Photos : Joël Lumien

Précarité sociale : diagnostic et remèdes

Les Amis de l’Humanité étaient rassemblés en assemblée générale, samedi à la Bellevilloise, à Paris. Le matin était consacré à la vie du journal et à l’association. L’après-midi, Bernard Thibault, Robert Castel et Christine Hamiani sont venus débattre de la précarité au travail. Riches de leurs expériences personnelles, ils ont contribué à l’avancée du débat, entre état des lieux et projets d’avenir.

 

 

«Nos vies au Smic. » La une de l’Humanité Dimanche du 24 novembre dernier a inspiré les Amis de l’Humanité. Réunis samedi à la Bellevilloise à Paris, après un repas fraternel (1), Christine Hamiani, salariée de la Brink’s à Roissy-en-France, Bernard Thibault, secrétaire général de la CGT, et Robert Castel, sociologue du travail, sont venus nourrir de leurs expériences le débat autour de la précarisation du monde du travail.
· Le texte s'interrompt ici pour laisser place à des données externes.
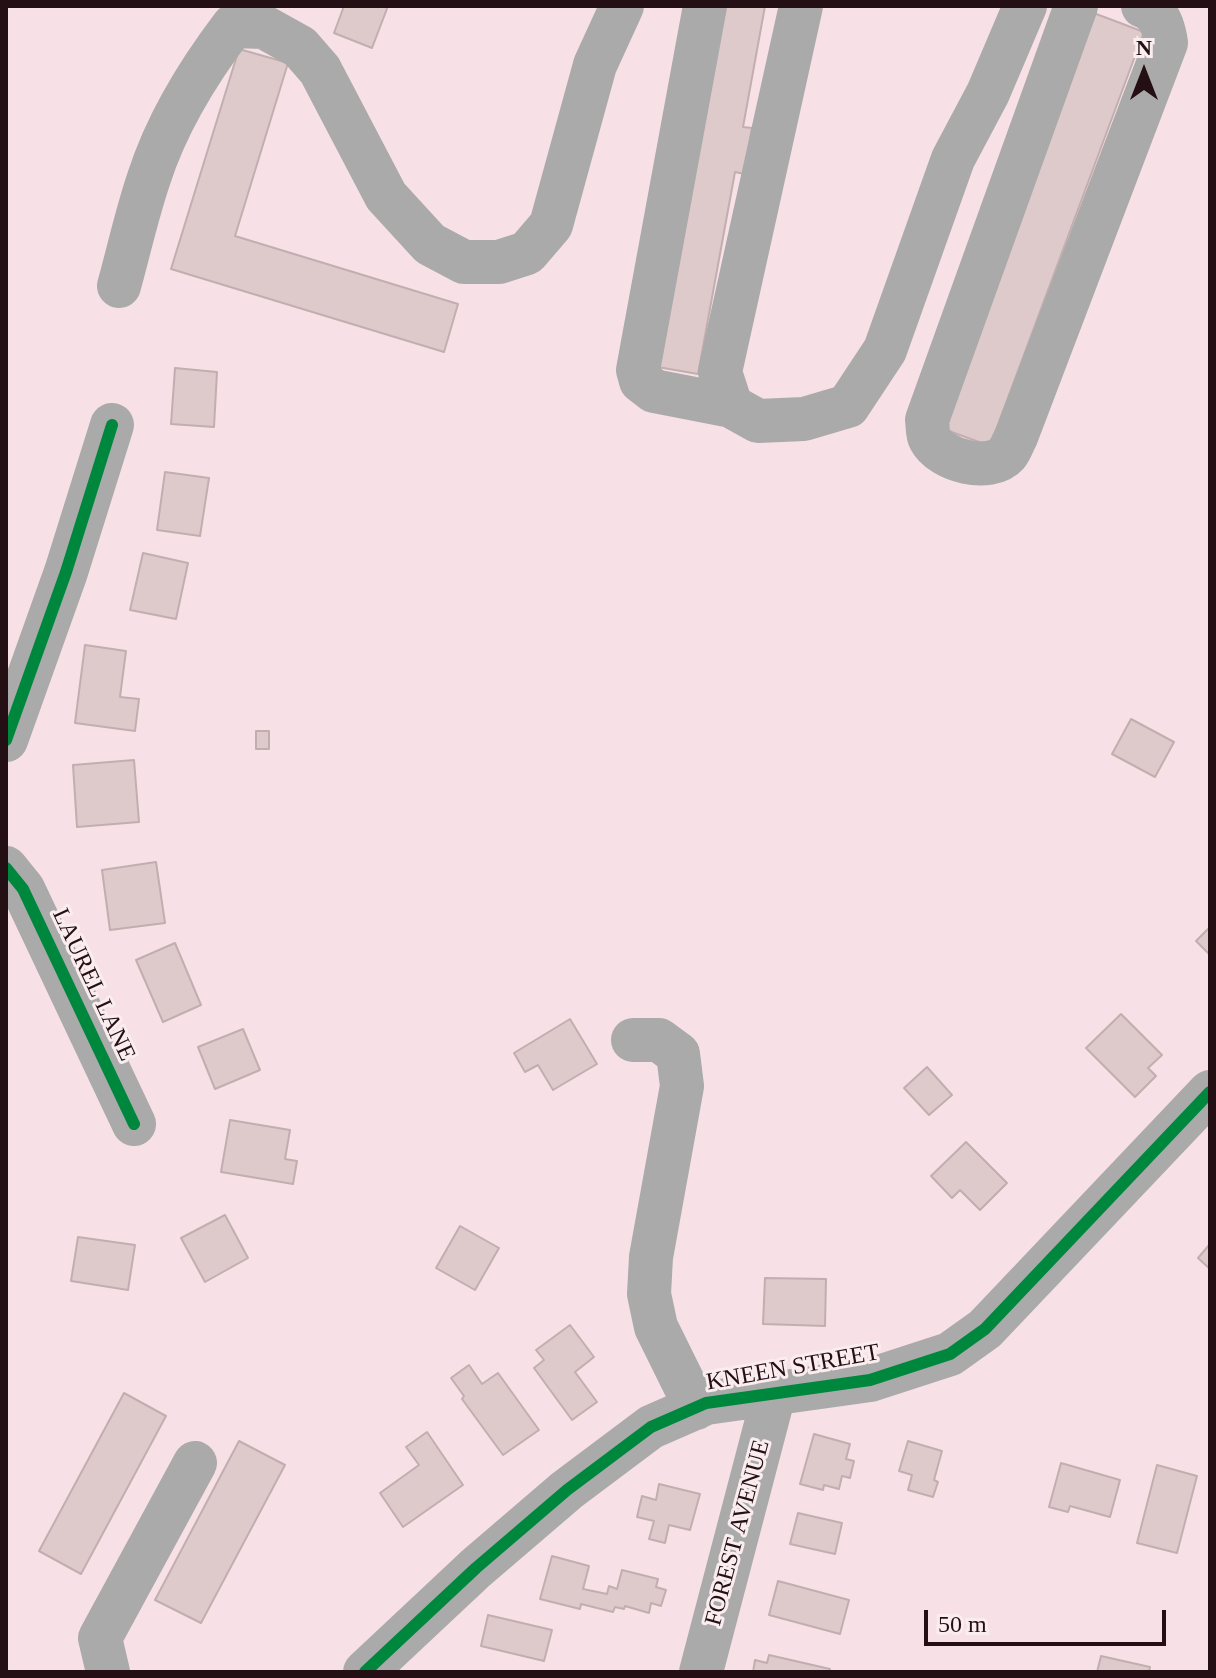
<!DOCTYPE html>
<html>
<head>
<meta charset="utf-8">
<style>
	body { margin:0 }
	#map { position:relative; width:1216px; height:1678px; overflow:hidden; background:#f7e1e6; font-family:"Times New Roman",serif }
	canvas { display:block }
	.frame { position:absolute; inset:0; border:8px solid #240f14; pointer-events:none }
	.north { position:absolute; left:1104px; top:32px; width:80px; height:80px; -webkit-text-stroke:6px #faedf0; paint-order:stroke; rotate:0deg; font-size:22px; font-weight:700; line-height:32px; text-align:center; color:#240f14 }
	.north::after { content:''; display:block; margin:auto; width:28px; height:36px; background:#240f14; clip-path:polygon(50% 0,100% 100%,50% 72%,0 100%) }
	.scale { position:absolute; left:924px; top:1610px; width:242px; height:36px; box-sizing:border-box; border:4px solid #240f14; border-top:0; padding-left:10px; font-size:24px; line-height:28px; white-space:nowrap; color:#240f14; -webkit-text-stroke:6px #faedf0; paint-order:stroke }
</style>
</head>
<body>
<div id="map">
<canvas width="1216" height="1678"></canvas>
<div class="frame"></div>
<div class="north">N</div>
<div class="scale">50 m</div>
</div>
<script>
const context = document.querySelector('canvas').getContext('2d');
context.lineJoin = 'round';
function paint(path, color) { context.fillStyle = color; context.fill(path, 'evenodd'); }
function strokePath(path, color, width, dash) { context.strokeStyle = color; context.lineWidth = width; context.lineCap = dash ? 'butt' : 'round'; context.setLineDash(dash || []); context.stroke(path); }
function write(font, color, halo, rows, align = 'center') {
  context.font = font + ' "Times New Roman",serif'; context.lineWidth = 6; context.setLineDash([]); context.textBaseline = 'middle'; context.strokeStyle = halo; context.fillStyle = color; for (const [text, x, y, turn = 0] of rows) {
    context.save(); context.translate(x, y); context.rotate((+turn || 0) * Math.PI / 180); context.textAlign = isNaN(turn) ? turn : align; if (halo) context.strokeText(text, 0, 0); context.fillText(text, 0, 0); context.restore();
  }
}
const building = new Path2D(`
	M344 6H388L372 48 334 33Z
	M710 6H765L743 127 752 128 744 174 735 172 698 374 646 365Z
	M1091 12 1144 32 990 446 938 427Z
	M239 49 288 63 235 236 458 304 444 352 171 269Z
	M175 368 217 372 214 427 171 424Z
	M165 472 209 478 200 536 157 530Z
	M143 553 188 563 176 619 130 610Z
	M85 645 126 651 120 697 139 699 135 731 75 723Z
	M1131 719 1174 742 1155 777 1112 754Z
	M256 731H269V749H256Z
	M134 760 139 822 77 827 73 765Z
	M156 862 165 923 110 930 102 870Z
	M1210 927V955L1196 941Z
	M175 943 201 1005 163 1022 136 960Z
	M1121 1014 1162 1055 1148 1068 1156 1076 1135 1097 1086 1048Z
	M570 1019 597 1064 553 1090 538 1065 525 1072 514 1053Z
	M243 1029 260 1070 215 1089 198 1047Z
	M927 1067 952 1095 929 1115 904 1088Z
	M230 1120 290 1130 285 1159 297 1161 293 1184 221 1172Z
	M966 1142 1007 1183 980 1210 960 1190 952 1198 931 1176Z
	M225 1215 248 1258 205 1282 181 1238Z
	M460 1226 499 1248 475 1290 436 1268Z
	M78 1237 135 1245 128 1290 71 1281Z
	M1210 1244V1269L1198 1258Z
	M765 1278 826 1279 825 1326 763 1324Z
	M570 1325 594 1357 575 1372 597 1402 572 1420 534 1368 544 1360 536 1350Z
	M469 1365 482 1384 498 1373 539 1430 503 1455 462 1399 464 1396 451 1378Z
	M124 1393 166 1416 81 1574 39 1551Z
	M427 1432 463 1485 403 1527 380 1493 419 1465 406 1447Z
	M814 1434 850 1444 846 1459 854 1461 850 1478 842 1476 839 1489 824 1485 823 1490 800 1484Z
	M239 1441 285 1465 201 1623 155 1600Z
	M908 1441 942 1451 934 1480 938 1482 933 1497 908 1490 912 1475 899 1471Z
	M1061 1463 1120 1480 1110 1517 1070 1506 1068 1512 1049 1507Z
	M1157 1465 1197 1476 1177 1553 1137 1543Z
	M659 1484 700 1494 690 1530 669 1525 665 1543 649 1539 654 1521 637 1517 642 1496 656 1500Z
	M798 1513 842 1523 835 1554 790 1544Z
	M552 1556 589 1566 583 1589 607 1594 609 1586 617 1589 622 1570 658 1579 656 1587 666 1590 661 1606 651 1603 649 1613 625 1606 624 1609 615 1607 613 1612 581 1604 580 1609 540 1599Z
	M778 1581 849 1600 840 1634 769 1615Z
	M488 1615 552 1630 544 1661 481 1646Z
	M769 1655 830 1669 829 1672H753L755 1660 767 1663Z
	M1101 1656 1150 1667 1149 1672H1097Z`);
paint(building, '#dfcacb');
strokePath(building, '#c2aeaf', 2);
strokePath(new Path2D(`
	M705 6 638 370 641 381 654 391 731 406
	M801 6 720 372 731 406 758 421 804 419 848 406 885 350 953 159 988 93 1025 6
	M1076 6 927 420C928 426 927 434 930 439 941 461 990 473 1007 454 1011 449 1013 442 1016 437L1166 43C1164 28 1159 11 1143 6
	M119 286C129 250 137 213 149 178 167 122 198 72 233 26L264 27 300 47 320 70 386 196 430 244 464 262H499L527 253 551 225 595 65 622 6
	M6 740 66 572 112 425
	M6 868 23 889 134 1124
	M633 1040H659L678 1054 682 1086 651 1257 649 1294 656 1327 696 1408
	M108 1672 100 1638 195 1463
	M365 1672 476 1568 567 1490 651 1427 706 1403 870 1380 950 1354 985 1329 1210 1092
	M701 1672 774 1394`), '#aaa', 44);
strokePath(new Path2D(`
	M6 740 66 572 112 425
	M6 868 23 889 134 1124
	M365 1672 476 1568 567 1490 651 1427 706 1403 870 1380 950 1354 985 1329 1210 1092`), '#00873e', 12);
write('24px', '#240f14', '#faedf0', [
	["LAUREL LANE",93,985,65],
	["KNEEN STREET",793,1368,-10],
	["FOREST AVENUE",738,1533,-75]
]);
</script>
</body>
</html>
Une précarité galopante qui condamne des millions de salariés au système D, à la survie. « C’est une bagarre de tous les jours, une course perpétuelle qui commence le premier de chaque mois, et finit souvent le quinze. » Christine Hamiani pose le constat. Alarmant. La multiplication des CDD, des temps partiels, des contrats aidés, la suppression des primes ont rendu le salariat malade de la précarité.

Pour Robert Castel, il s’agit bien d’« un processus général de dégradation du travail ». Le sociologue situe le basculement dans les années 1970, quand le néolibéralisme a renié la protection et les droits des salariés, considérés comme autant d’obstacles à la liberté des marchés. Aujourd’hui, « c’est vivre au jour la journée ». Et Robert Castel de mettre en garde : « Pendant longtemps, on a considéré la précarité comme un mauvais moment à passer. Ce n’est pas le cas. Il se constitue un précariat durable au sein du salariat. »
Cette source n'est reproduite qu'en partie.